Napier prevede che questo scenario si estenda a tutto il mondo sviluppato per una durata di 15-20 anni. Comporterebbe a livello economico oltre ad una riduzione dei debiti pubblici anche un forte processo di reindustrializzazione e di espansione economica.

Il rischio è di creare un forte squilibrio economico qualora gli investimenti non vengano convogliati in settori in grado di produrre valore, come purtroppo avvenuto negli anni 70 . In aggiunta vi è il rischio di tensioni sociali se i salari non si adeguassero velocemente all’inflazione ( mai sentito parlare della scala mobile?).

La repressione finanziaria penalizzerebbe i risparmiatori e ridistribuirebbe la ricchezza dai creditori ai debitori e dagli anziani ai giovani.

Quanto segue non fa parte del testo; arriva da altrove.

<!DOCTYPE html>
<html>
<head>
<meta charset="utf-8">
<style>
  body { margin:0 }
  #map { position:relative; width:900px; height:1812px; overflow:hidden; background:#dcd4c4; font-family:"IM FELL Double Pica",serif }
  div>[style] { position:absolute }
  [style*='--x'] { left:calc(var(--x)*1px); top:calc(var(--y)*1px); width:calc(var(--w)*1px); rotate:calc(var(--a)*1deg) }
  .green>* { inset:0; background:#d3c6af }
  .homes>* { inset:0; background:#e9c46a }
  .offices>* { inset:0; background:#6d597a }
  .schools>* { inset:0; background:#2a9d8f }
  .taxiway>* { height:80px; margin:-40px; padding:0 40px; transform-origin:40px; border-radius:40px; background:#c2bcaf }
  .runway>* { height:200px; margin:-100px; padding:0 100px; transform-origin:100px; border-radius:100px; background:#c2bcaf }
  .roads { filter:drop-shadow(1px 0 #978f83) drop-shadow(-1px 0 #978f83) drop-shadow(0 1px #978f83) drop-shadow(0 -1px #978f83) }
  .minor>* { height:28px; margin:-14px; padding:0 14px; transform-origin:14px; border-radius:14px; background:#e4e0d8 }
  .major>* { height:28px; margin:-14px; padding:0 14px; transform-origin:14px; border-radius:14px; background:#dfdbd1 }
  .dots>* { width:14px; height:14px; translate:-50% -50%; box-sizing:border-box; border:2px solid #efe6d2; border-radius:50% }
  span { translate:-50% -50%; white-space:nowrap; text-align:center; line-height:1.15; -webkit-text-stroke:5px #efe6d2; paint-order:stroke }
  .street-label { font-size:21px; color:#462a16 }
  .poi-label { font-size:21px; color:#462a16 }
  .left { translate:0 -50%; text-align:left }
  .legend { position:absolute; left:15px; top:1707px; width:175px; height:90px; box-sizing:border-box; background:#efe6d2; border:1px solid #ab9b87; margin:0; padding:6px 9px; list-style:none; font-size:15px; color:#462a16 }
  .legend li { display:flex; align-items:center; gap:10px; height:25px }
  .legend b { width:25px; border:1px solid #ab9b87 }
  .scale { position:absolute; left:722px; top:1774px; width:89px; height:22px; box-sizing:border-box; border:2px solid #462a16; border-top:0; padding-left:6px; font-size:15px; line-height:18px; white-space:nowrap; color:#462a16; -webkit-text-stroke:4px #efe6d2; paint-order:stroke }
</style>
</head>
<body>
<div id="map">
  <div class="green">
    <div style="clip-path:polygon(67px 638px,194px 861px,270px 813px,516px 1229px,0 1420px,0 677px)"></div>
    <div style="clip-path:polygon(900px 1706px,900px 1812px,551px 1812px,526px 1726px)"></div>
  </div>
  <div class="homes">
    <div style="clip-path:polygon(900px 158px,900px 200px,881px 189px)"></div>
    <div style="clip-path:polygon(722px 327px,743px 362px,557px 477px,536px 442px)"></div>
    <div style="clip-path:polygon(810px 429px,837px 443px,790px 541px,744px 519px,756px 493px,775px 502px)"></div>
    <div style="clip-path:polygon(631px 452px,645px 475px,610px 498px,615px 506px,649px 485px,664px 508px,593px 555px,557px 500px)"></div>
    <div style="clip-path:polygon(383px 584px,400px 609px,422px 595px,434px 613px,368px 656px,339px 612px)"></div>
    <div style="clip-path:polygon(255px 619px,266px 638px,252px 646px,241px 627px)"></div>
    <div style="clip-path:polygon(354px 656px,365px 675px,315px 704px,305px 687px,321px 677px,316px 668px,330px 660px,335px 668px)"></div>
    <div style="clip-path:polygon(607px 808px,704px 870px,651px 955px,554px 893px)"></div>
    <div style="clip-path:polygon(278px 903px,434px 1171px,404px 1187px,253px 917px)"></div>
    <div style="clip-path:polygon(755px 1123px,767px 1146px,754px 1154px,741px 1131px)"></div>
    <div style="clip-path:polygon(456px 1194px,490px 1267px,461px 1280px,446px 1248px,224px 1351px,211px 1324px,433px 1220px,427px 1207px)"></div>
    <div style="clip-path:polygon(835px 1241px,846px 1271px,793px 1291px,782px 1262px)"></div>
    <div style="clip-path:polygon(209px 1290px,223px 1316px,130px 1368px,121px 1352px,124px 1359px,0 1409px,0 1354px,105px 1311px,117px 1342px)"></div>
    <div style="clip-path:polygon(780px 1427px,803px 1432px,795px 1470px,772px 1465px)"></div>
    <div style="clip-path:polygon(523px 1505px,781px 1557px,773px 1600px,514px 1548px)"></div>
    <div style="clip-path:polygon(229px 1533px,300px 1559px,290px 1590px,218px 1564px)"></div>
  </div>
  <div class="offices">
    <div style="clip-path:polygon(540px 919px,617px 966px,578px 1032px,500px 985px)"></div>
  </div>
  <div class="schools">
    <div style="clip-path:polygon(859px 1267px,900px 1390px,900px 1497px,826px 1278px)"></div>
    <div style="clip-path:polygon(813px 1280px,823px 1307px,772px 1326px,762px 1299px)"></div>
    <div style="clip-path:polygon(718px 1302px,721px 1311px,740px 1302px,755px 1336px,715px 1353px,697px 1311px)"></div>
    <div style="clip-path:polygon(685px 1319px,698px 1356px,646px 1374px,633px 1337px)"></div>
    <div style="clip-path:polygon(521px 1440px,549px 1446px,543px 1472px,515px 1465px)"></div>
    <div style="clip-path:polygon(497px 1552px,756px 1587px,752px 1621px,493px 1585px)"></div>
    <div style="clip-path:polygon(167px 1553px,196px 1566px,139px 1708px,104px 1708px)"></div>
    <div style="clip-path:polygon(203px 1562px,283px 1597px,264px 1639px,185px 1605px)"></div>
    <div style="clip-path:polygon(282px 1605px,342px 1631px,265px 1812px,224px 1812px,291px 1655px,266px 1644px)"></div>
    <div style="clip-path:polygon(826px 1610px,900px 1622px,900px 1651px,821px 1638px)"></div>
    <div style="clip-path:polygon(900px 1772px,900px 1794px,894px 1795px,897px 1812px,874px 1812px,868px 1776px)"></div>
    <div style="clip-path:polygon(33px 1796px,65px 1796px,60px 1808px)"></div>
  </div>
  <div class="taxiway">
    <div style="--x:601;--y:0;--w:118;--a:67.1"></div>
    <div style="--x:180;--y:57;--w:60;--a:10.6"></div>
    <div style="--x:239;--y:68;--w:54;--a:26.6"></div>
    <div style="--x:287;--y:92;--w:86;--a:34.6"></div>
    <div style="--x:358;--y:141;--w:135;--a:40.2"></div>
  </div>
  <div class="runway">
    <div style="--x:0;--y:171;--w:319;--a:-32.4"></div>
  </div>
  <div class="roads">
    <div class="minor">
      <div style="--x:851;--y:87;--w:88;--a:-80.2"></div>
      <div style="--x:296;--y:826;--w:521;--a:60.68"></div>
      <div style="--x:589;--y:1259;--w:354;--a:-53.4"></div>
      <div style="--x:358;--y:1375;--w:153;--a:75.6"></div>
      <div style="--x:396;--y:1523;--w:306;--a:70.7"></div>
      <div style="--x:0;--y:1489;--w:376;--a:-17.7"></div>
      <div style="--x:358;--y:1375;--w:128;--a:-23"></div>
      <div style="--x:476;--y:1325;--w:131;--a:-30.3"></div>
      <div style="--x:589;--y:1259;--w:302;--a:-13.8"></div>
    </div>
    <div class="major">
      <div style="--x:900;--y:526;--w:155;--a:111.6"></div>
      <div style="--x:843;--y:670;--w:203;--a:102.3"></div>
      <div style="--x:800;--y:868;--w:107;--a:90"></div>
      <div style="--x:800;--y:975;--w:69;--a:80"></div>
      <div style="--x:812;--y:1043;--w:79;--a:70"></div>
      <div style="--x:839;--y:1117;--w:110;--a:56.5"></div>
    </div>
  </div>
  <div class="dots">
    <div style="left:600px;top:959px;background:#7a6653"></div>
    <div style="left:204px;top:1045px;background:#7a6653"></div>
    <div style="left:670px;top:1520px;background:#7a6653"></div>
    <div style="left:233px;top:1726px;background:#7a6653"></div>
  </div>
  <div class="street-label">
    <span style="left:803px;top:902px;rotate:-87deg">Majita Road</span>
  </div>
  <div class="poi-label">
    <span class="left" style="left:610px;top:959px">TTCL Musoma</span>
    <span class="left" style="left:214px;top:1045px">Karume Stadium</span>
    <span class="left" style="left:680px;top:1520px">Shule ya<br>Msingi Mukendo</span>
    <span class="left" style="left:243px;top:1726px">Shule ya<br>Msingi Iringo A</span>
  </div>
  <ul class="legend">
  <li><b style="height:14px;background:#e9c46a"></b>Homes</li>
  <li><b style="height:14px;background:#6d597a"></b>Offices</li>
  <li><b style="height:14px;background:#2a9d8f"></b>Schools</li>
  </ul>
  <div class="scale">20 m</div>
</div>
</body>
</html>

Se tutto ciò dovesse accadere, sarà molto curioso vedere come l’Unione Europea si destreggerà senza ancora possedere un’unione politica, fiscale e bancaria.

Cosa ne sarà del nostro risparmio ?

I tassi d’interesse sul debito pubblico verranno mantenuti al di sotto del tasso d’inflazione. Ad esempio, comprando un BTP con un tasso del 3% e con una inflazione del 4% mi sembrerà di guadagnare, invece avrò perso l’1%. In economia, gli studiosi denominano questo fenomeno “illusione monetaria”.

Questo comporta che i nostri attivi se investiti esclusivamente in titoli di stato a tasso fisso si svaluteranno nel tempo.

Come possiamo fare noi investitori per ovviare a questa possibilità ?

Come non mi stanco mai di dire, il processo d’investimento nasce da una attenta analisi degli obiettivi futuri e della nostra psicologia da investitore.

Detto ciò, una scenario come sopra descritto non mi soprenderebbe poi così tanto come consulente, poichè una corretta strategia d’investimento contempla varie situazioni di tipo economico.

E’ difficile poter dare dei consigli perchè come già menzionato un investimento deve rispondere a delle esigenze di tipo personale.

Sarà però importante considerare non solo obbligazioni a tasso fisso, ma anche titoli di stato legati all’inflazione (se ancora disponibili).

Investire in azioni sarà sempre più fondamentale attraverso fondi passivi che replicano il mercato globale.

Alla fine la ricetta non cambia poi così tanto. Sarà necessario diventare risparmiatori evoluti e consapevoli , minimizzare i costi, diversificare, essere disciplinati ….e non commettere i costosi errori comuni a molti risparmiatori di cui un giorno vi racconterò.

Un grande abbraccio.

P.S: ho volutamente semplificato la tematica molto complessa per renderla fruibile a una platea di cittadini risparmiatori.